• Task details: Word for word, return each entry that follows, with every image removed.
--- --- ---
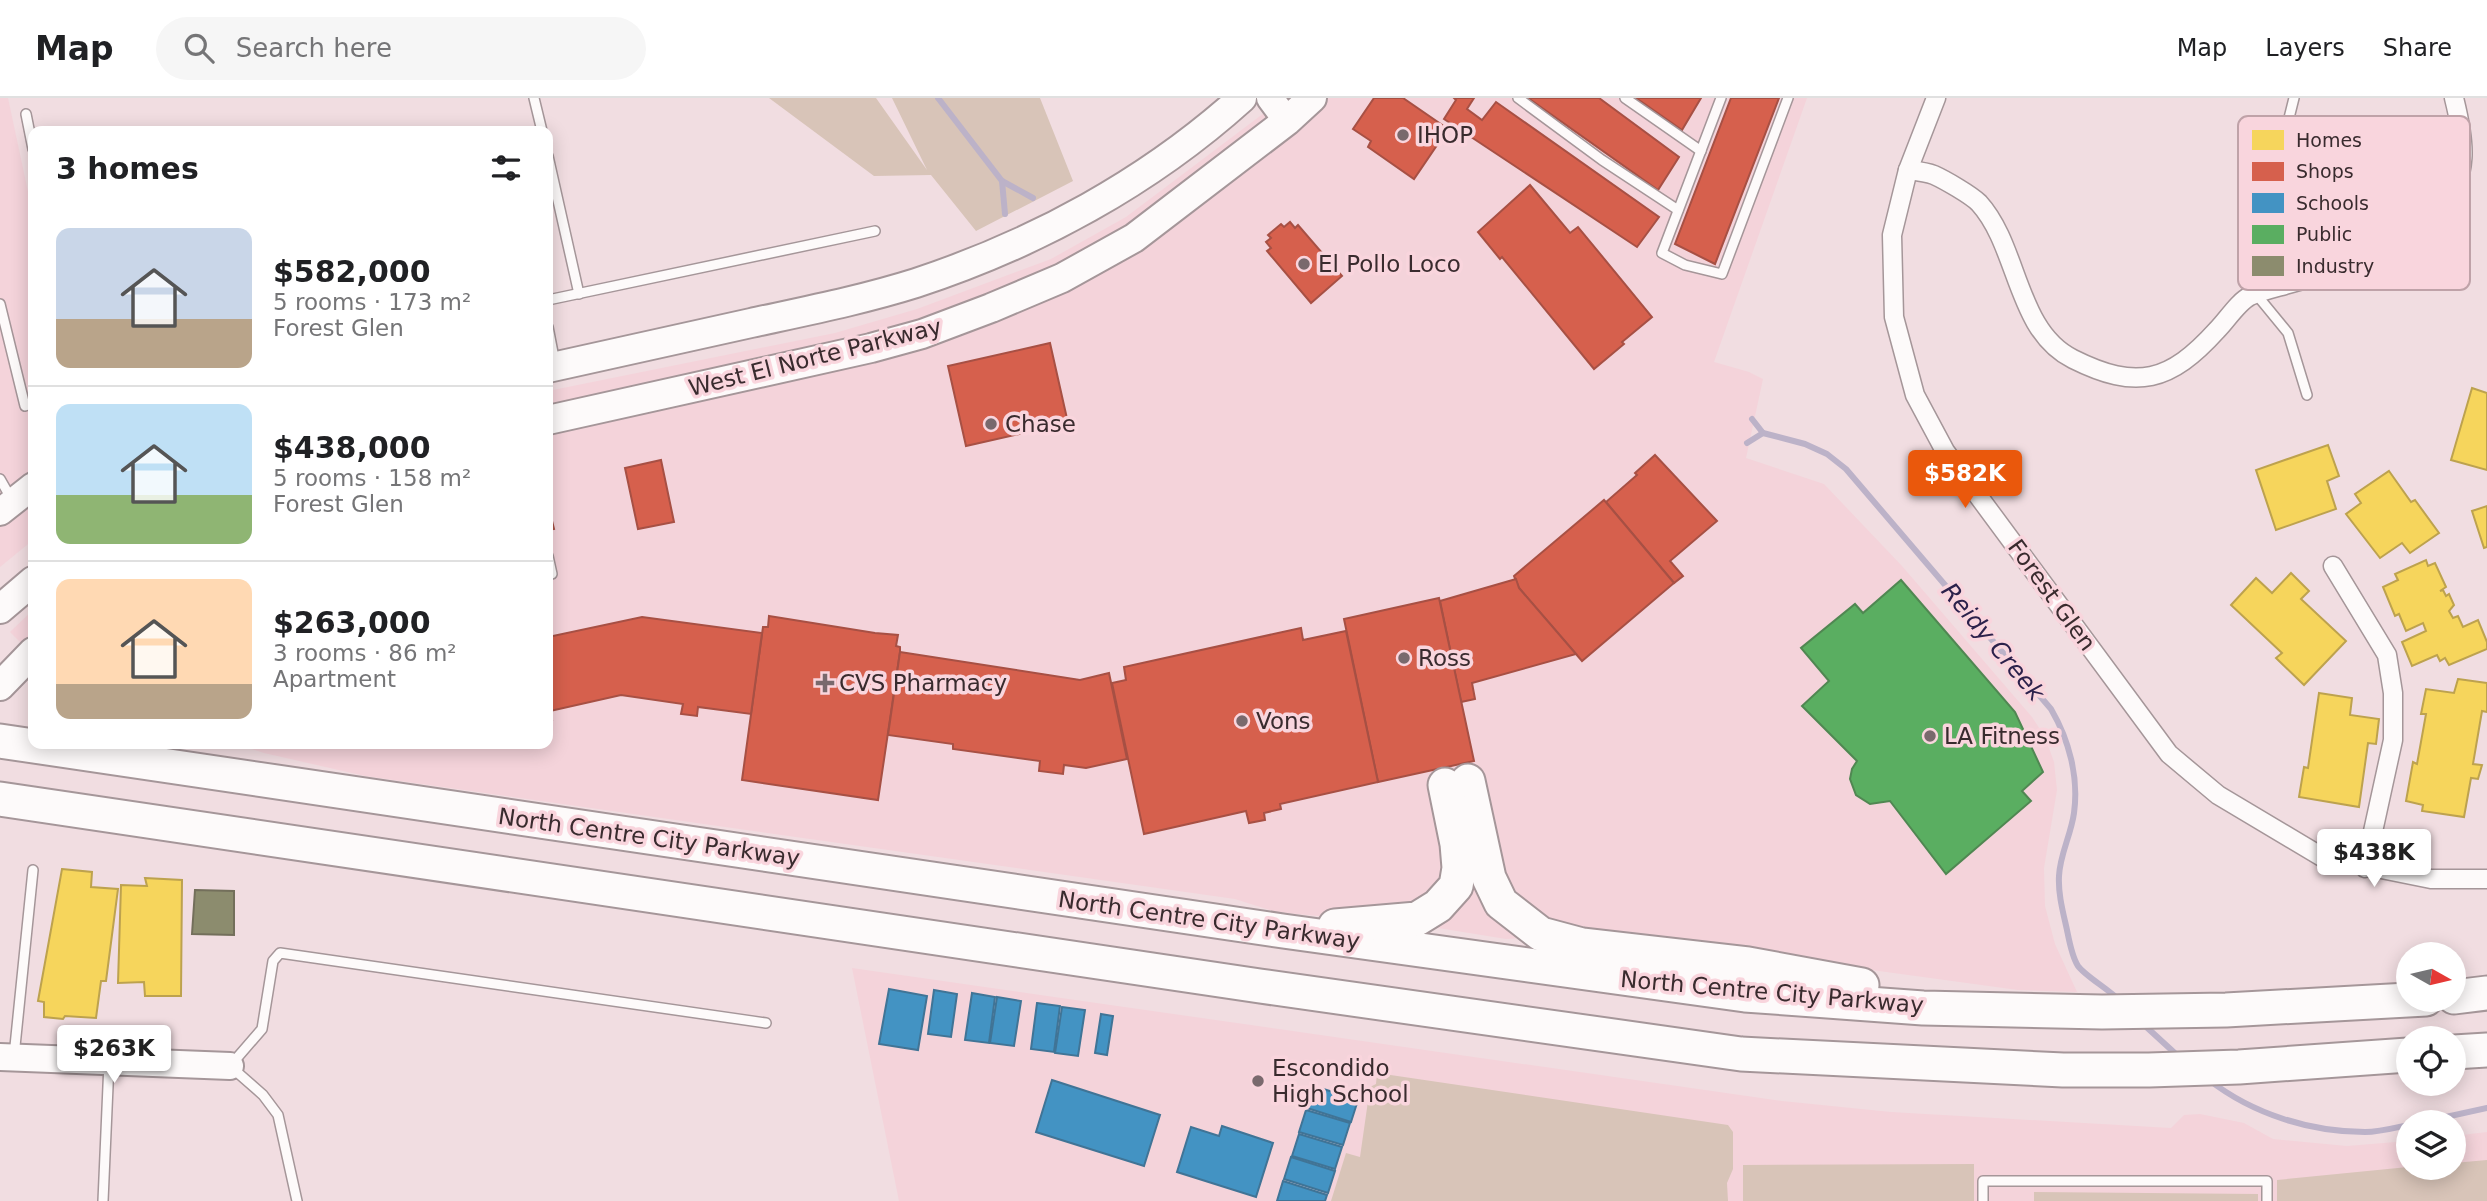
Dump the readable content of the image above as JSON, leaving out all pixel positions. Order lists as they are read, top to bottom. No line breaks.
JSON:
{"streets":{"highway":["North Centre City Parkway"],"main road":["West El Norte Parkway"],"street":["Forest Glen"]},"water":["Reidy Creek"],"places":{"other":["IHOP","El Pollo Loco","Chase","Ross","Vons","LA Fitness","Escondido High School"],"health":["CVS Pharmacy"]},"legend":["Homes","Shops","Schools","Public","Industry"],"north":"right","page":{"header":"Map","search":"Search here","nav":["Map","Layers","Share"],"heading":"3 homes","list":[{"name":"$582,000","note":"5 rooms · 173 m² · Forest Glen"},{"name":"$438,000","note":"5 rooms · 158 m² · Forest Glen"},{"name":"$263,000","note":"3 rooms · 86 m² · Apartment"}],"price":["$582K","$438K","$263K"]}}
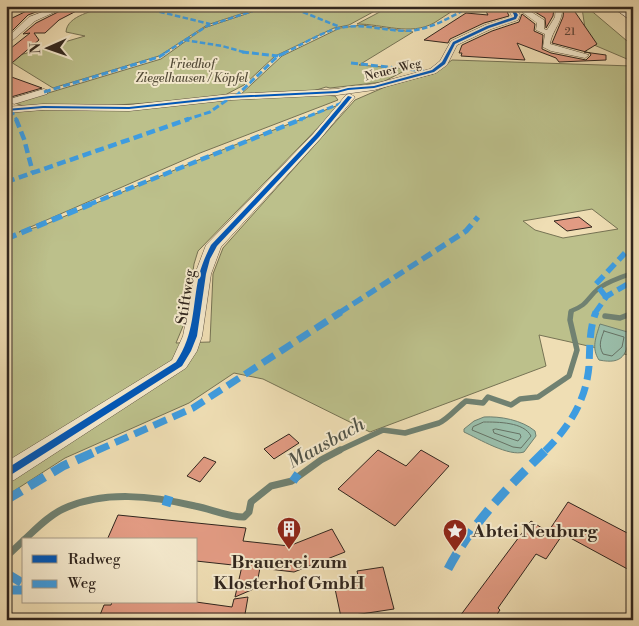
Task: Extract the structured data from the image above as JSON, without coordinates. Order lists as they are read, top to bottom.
{
  "streets": {
    "street": ["Neuer Weg", "Stiftweg"]
  },
  "crossings": [
    ["Neuer Weg", "Stiftweg"]
  ],
  "water": ["Mausbach"],
  "parks": ["Friedhof Ziegelhausen / Köpfel"],
  "places": {
    "building": ["Brauerei zum Klosterhof GmbH"],
    "place": ["Abtei Neuburg"]
  },
  "house_numbers": ["21"],
  "legend": ["Radweg", "Weg"],
  "north": "left"
}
--- --- ---
• Expected answer:
Dump the readable content of the image above as JSON, leaving out all pixel positions. Order lists as they are read, top to bottom. No line breaks.
JSON:
{"streets":{"highway":["North Centre City Parkway"],"main road":["West El Norte Parkway"],"street":["Forest Glen"]},"water":["Reidy Creek"],"places":{"other":["IHOP","El Pollo Loco","Chase","Ross","Vons","LA Fitness","Escondido High School"],"health":["CVS Pharmacy"]},"legend":["Homes","Shops","Schools","Public","Industry"],"north":"right","page":{"header":"Map","search":"Search here","nav":["Map","Layers","Share"],"heading":"3 homes","list":[{"name":"$582,000","note":"5 rooms · 173 m² · Forest Glen"},{"name":"$438,000","note":"5 rooms · 158 m² · Forest Glen"},{"name":"$263,000","note":"3 rooms · 86 m² · Apartment"}],"price":["$582K","$438K","$263K"]}}
Task: Extract the structured data from the image above as JSON, without coordinates. Order lists as they are read, top to bottom.
{
  "streets": {
    "street": ["Neuer Weg", "Stiftweg"]
  },
  "crossings": [
    ["Neuer Weg", "Stiftweg"]
  ],
  "water": ["Mausbach"],
  "parks": ["Friedhof Ziegelhausen / Köpfel"],
  "places": {
    "building": ["Brauerei zum Klosterhof GmbH"],
    "place": ["Abtei Neuburg"]
  },
  "house_numbers": ["21"],
  "legend": ["Radweg", "Weg"],
  "north": "left"
}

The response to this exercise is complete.